Lo stesso vale per i nostri centri d’accoglienza e per i Cie: sono luoghi chiusi in cui pochi controllano e organizzano e molti sono controllati e organizzati, senza nessuno cui possano rivolgersi per far riconoscere la proprio soggettività, né in senso umano né, tanto meno, in senso politico e giuridico. E il tutto è legittimato da un immaginario diffuso che da decenni degrada lo straniero migrante, considerandolo non un uomo ma, quando va bene, un problema tecnico da risolvere (da “eliminare”) con strumenti tecnici.

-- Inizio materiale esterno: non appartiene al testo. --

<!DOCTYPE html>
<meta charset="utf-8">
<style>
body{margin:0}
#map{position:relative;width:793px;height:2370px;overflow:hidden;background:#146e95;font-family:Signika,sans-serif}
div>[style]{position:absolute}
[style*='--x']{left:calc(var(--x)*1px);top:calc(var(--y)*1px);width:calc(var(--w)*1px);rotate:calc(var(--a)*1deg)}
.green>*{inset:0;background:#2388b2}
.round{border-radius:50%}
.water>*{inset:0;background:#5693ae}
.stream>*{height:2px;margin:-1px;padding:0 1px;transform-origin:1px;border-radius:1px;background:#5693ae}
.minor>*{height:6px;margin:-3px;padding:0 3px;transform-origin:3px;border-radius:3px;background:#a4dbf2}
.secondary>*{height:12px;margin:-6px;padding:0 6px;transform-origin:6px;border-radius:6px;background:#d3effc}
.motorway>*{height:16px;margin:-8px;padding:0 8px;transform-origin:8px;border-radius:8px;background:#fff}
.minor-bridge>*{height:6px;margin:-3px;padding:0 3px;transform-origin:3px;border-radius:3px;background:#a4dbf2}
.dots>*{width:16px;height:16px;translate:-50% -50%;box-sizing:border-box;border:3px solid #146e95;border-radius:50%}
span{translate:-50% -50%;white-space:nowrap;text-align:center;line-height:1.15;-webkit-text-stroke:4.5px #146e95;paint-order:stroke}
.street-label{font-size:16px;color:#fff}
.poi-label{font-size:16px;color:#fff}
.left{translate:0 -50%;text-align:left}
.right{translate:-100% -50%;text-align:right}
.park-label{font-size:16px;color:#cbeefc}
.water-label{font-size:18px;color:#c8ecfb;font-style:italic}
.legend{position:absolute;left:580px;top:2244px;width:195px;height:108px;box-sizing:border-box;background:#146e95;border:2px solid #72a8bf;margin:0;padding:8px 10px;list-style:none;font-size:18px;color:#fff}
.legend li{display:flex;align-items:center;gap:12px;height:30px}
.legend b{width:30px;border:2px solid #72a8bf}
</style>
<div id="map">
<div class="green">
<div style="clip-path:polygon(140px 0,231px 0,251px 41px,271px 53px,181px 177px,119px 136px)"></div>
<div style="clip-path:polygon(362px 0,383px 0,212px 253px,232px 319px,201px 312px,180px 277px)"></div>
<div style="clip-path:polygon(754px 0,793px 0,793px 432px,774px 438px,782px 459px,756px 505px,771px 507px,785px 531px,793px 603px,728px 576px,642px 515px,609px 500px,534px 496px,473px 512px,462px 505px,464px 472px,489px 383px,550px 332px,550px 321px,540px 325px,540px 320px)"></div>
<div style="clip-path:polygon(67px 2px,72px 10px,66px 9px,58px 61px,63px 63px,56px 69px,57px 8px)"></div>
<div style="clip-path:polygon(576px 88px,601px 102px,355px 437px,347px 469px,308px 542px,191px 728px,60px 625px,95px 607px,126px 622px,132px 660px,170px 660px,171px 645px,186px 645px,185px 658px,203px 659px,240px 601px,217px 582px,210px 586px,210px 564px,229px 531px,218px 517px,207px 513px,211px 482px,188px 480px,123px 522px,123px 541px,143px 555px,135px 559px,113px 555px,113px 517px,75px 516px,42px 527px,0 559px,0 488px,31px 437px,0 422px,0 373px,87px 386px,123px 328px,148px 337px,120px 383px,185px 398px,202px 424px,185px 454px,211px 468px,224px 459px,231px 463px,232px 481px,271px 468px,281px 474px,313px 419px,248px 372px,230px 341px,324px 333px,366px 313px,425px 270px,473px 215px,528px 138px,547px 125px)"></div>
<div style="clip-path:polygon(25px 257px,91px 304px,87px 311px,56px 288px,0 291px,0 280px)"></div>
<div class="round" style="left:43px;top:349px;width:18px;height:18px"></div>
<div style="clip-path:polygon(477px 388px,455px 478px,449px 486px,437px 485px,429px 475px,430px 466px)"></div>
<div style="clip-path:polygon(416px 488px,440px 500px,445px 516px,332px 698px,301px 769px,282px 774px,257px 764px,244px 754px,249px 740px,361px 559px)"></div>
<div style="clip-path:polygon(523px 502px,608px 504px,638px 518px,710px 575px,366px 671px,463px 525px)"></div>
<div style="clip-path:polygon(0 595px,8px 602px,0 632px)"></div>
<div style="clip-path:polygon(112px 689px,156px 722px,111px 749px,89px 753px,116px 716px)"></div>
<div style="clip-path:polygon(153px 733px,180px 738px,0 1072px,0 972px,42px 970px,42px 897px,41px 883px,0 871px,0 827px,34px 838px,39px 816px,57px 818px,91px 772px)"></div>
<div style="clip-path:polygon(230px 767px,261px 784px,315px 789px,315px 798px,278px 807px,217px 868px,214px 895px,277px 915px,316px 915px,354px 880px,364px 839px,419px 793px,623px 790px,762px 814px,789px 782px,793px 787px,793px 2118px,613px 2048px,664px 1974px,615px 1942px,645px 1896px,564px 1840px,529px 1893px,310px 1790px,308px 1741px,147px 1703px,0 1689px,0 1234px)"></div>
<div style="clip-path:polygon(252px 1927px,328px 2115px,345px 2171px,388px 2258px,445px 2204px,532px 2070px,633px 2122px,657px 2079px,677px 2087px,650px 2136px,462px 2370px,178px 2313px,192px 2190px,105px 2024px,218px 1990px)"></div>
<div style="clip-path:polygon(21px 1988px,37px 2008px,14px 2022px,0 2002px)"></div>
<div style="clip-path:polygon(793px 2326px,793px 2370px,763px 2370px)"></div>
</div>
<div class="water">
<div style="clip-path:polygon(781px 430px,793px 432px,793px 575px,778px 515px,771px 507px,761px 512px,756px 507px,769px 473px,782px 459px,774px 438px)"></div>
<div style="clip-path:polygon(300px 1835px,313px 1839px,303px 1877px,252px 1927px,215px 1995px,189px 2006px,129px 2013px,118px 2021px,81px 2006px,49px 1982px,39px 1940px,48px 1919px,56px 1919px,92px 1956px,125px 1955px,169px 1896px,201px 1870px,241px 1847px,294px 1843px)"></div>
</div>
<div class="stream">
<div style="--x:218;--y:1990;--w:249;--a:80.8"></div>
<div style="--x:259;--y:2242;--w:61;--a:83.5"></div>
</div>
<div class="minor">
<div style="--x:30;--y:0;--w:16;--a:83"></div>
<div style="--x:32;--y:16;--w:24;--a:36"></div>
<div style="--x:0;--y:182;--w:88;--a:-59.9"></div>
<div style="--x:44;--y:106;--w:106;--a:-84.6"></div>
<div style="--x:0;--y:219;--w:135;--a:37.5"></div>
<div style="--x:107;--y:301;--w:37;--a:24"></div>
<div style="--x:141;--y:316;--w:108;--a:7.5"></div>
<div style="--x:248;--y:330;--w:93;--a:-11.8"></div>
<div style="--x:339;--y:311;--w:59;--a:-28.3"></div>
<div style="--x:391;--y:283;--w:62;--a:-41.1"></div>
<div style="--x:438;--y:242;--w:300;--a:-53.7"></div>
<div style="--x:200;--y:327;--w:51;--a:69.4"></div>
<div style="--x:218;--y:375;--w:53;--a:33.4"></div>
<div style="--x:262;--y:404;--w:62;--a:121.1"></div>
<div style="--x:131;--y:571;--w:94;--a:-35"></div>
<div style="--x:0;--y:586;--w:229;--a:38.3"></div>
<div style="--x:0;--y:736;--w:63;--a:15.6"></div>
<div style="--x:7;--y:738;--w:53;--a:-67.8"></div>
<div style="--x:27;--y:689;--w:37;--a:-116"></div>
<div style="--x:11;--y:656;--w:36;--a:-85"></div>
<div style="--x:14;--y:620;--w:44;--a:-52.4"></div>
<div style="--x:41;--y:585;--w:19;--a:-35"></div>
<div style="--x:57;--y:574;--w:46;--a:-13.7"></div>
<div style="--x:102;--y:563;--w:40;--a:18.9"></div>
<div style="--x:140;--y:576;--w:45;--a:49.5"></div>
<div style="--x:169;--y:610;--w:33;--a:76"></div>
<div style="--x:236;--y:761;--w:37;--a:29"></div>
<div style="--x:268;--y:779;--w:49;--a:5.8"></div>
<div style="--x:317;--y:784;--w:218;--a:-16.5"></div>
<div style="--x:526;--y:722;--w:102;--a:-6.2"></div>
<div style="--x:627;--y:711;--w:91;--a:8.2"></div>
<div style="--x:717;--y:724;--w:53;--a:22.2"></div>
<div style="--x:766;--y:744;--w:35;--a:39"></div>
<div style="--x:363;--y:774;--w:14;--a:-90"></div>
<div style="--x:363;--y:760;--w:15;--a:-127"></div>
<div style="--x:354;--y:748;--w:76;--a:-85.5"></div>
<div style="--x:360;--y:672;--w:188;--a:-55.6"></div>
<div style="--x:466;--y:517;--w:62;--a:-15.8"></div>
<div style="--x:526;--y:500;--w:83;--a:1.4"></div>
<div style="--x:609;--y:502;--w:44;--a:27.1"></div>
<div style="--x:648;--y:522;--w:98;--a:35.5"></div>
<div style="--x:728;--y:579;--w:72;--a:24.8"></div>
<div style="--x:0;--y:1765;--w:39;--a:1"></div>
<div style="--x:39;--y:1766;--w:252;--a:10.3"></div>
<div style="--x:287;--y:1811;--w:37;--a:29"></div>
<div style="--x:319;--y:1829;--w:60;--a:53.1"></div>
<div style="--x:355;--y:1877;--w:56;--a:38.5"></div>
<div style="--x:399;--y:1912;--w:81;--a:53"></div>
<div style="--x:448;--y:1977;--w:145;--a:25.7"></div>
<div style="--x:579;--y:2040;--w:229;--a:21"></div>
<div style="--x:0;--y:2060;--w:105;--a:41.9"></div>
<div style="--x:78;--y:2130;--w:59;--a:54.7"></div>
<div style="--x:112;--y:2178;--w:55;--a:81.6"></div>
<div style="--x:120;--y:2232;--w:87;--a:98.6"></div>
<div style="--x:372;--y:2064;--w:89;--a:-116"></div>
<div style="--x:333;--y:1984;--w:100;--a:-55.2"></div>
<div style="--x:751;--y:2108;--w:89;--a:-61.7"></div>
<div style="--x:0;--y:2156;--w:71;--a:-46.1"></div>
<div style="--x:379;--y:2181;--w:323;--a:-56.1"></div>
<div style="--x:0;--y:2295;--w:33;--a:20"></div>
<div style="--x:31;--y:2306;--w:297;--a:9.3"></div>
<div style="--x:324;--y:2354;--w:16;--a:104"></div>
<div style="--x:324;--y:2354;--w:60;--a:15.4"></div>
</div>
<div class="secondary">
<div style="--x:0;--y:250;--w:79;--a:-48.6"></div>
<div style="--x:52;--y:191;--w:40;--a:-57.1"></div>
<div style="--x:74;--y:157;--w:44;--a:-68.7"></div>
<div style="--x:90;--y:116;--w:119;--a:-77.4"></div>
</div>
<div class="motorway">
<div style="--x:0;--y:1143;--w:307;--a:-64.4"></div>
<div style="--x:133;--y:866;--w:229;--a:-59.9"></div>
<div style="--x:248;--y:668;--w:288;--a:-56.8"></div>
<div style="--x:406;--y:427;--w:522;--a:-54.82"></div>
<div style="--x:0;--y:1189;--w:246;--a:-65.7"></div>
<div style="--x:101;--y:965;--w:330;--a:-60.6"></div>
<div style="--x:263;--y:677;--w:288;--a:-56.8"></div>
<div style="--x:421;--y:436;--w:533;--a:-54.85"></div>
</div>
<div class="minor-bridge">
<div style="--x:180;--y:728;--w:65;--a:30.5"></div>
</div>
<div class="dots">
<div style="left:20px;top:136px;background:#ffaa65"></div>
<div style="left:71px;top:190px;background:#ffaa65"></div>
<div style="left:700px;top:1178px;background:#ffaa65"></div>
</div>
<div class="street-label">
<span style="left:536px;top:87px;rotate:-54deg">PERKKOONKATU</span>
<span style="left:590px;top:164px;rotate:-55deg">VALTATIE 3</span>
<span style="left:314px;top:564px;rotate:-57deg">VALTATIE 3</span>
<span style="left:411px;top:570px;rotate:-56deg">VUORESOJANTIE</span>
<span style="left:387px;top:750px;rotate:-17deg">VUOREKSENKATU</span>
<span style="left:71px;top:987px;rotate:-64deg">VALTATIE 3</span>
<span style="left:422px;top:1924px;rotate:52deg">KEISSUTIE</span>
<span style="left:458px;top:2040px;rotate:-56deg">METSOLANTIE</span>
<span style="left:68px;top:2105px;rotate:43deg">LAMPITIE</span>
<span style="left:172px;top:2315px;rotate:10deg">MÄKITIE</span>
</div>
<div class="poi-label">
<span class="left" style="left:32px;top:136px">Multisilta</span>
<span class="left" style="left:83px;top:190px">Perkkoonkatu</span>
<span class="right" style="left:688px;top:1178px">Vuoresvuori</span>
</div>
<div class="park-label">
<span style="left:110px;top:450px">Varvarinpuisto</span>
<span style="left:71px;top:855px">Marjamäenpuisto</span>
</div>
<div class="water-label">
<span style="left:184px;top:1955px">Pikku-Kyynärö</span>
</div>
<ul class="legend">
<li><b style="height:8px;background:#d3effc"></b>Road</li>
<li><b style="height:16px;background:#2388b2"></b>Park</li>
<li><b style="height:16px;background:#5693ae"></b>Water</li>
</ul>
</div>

Siamo così alla responsabilità, e alla condanna che dovrebbe seguirne. Chi sono i responsabili primi della doccia lampedusana, se non quelli che hanno immaginato, progettato e realizzato quei luoghi chiusi, votando leggi a essi adeguate? E insieme, non è forse anche responsabile chi, politico o giornalista, ha diffuso e contribuito a diffondere l’immaginario di paura e odio che ci domina? Qualcuno, a destra, s’è distinto nella prima e nella seconda operazione. Qualcun altro, nel centrosinistra, ne ha subito passivamente e più d’una volta accettato norme e metodi. L’esito ci sta di fronte, nel filmato del Tg2. Nessuno li ha condannati, fino a ora, i responsabili primi. E c’è da temere che nessuno li condannerà. Al massimo, a pagare saranno gli esecutori più diretti, quelli che stanno più in basso nella catena di comando. Befehl ist Befehl significa anche questo: chi dà davvero l’ordine, finisce per cavarsela.